A gritty story of redemption and hope in a ramshackle urban township is the South African entry for this year's Academy Awards and one of the five finalists for Best Foreign Language Film. Alan Silverman spoke with writer-director Gavin Hood for this look at Tsotsi.
The Johannesburg skyline twinkles and teases in the distance, but in the dim light of the township, street gangs rule the night. The most notorious of the gangsters is barely a teenager who grew up on these streets and if he has to kill to steal a wallet, that's what he will do. His real name is hidden in a past he will not reveal, so he is known simply as Tsotsi, which means thug or gangster.
One rainy night after a particularly deadly confrontation with members of his own gang, "Tsotsi" runs from the township and finds himself in a wealthy suburb where he spies a woman in a luxury automobile struggling to open her security gate. Tsotsi steals the car at gunpoint, shooting the woman when she desperately tries to stop him. Speeding away, he loses control of the car and crashes into a ditch. It is only then that he hears the cries from the back seat. The woman's infant is there, still securely in his child seat. Panicked, Tsotsi runs from the scene ... and then he returns, grabs the baby and runs back to his shack in the township.
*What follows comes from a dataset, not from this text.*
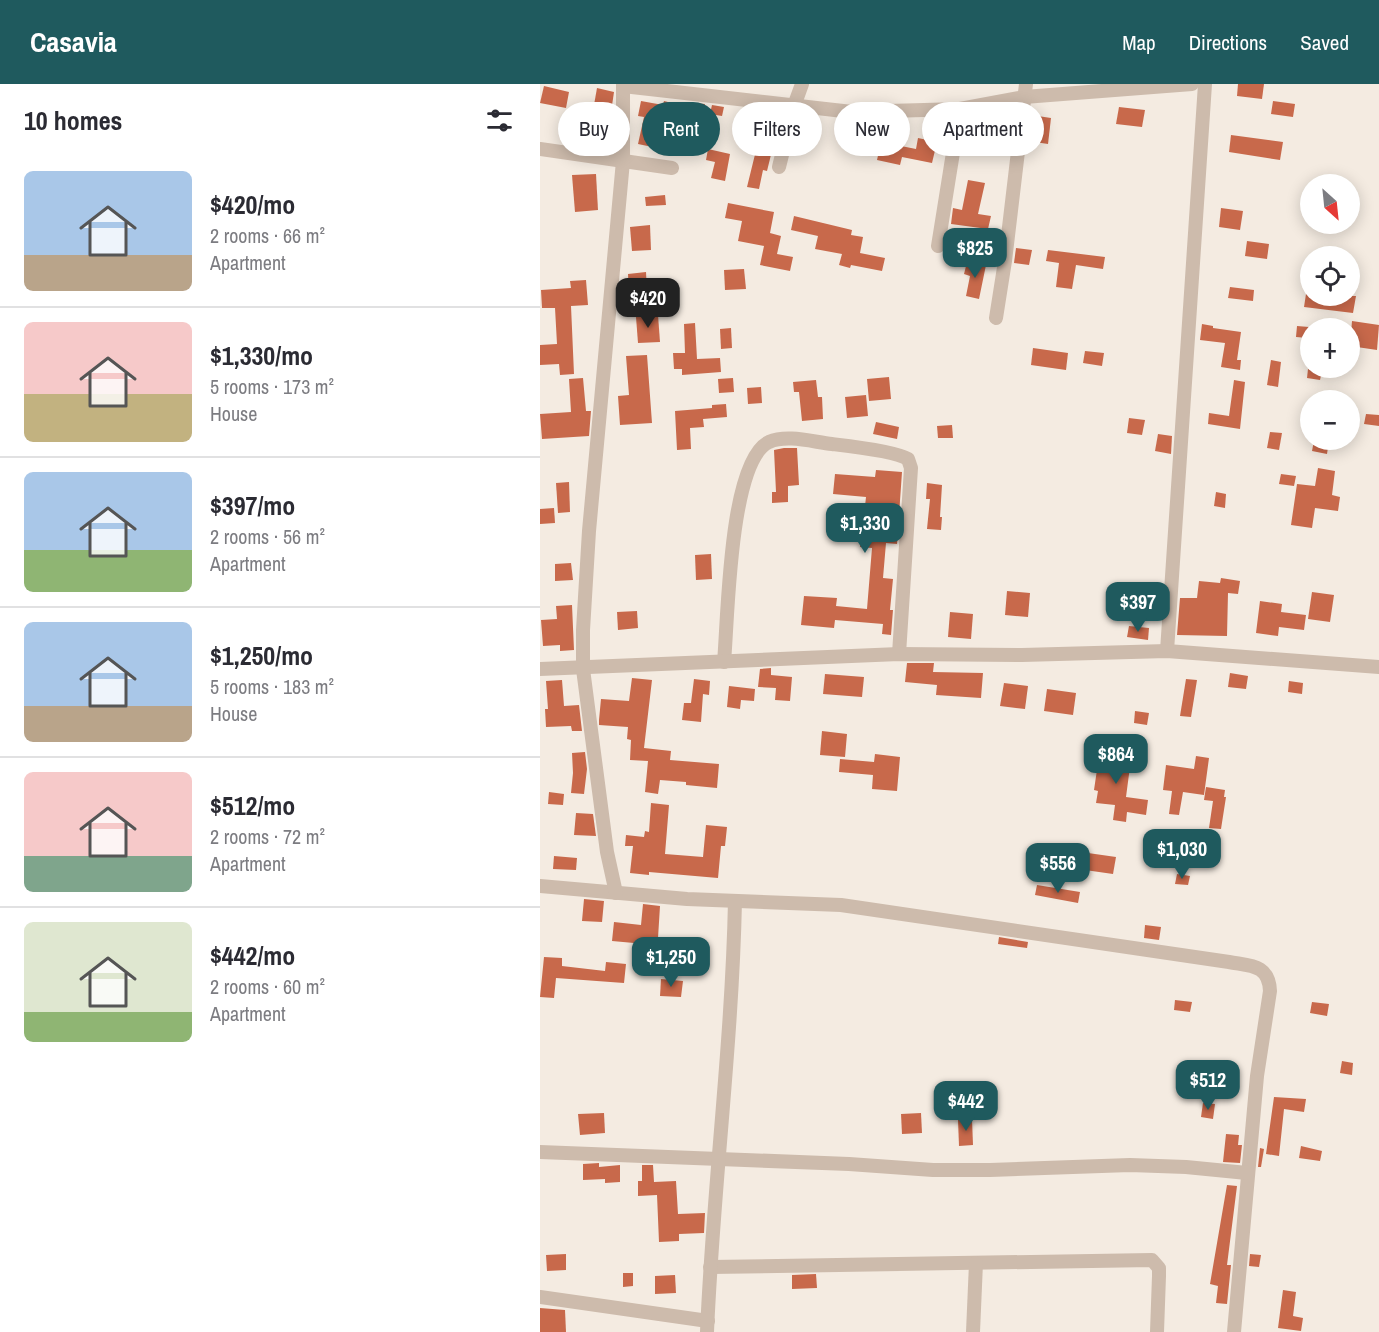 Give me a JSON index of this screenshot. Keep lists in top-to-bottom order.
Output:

What happens next taps into a sense of responsibility and human decency that Tsotsi never knew was deep within him.
Tsotsi is adapted from the only novel published by renowned South African playwright Athol Fugard who, in a note to the producer, calls it "far and away the best film that has been made" from his writings and Fugard goes on to predict "it will rank as one of the best films ever to come out of South Africa." That praise is most welcome to Gavin Hood, the British-born, South Africa-raised, American-educated filmmaker who adapted and directed the film ... especially because Hood chose to update the story to contemporary South Africa.
"The novel Tsotsi has been around since the 1980's although it was actually written by Athol in the 1960's and set in the late '50's," explains Hood. "The thing with the Tsotsi story is it is very much, in both cases, it is clearly set in a very defined political and social time; but the character himself tries to deny the time that he's living in. In the past the political milieu he existed in is clearly the world of apartheid, the world of political repression. In updating it, you have to ask 'what is the context in which he survives now?' Well, the great crisis that we're struggling with right now is the HIV and AIDS epidemic. Now the film is not about that, but it's very much the world from which he comes. He's an AIDS orphan. In the original story he's an orphan as a result of politics. So in both cases it's a coming-of-age story and an extraordinary story of dignity and redemption.
The story is told in Tsotsi-tal, the hybrid language of the South African township street gangsters. In one scene, one of Tsotsi's gang members explains to a rival thug that "Tsotsi never went to school. (He) doesn't understand decency." Then he asks the rival: "Do you know about that, Fela? decency? Can you even spell it?"
Hood says the story reflects the modern reality that in many urban communities around the world, discrimination today is less about race and more about economic status.
Highlighting the paradox, Hood fills the Tsotsi soundtrack with the energetic Kwaito music that has spread from the black townships to nationwide popularity in South Africa.
"I think Kwaito has become such a powerful sound of the townships that it was important to have that sort of sound in the movie," he said. "It also gives the film a drive and energy and, dare one say, a certain entertainment level. The music drives the film. The one thing I didn't want to do was a sort of slow, worthy piece. I wanted the film to have energy and pace and I think it does. It is 90 minutes and the story moves and the music, in many places, really helps that movement."
Particularly satisfying to Hood, however, is the international acclaim for Tsotsi which has won audience awards at festivals from Edinburgh to Toronto and Los Angeles, taken the top jury prize at the American Pan-African Film Festival and, of course, there's the Oscar race. Hood believes it's a combination of the quality of work in the film and the universal appeal of its story:
"I think that the themes of redemption, forgiveness, exploring your own identity, trying to become a self-aware person instead of just hiding behind some mask of either anger or shyness or whatever it is ... these themes of redemption and forgiveness and so on are universal and timeless," he said.
Gavin Hood, writer and director of Tsotsi which stars South African stage actor Presley Cheneyagae in the title role. The cast also features Kwaito music star Zola as a rival gangster; and Terry Pheto plays Miriam, a young township mother who helps Tsotsi care for the baby and figure out the right thing to do.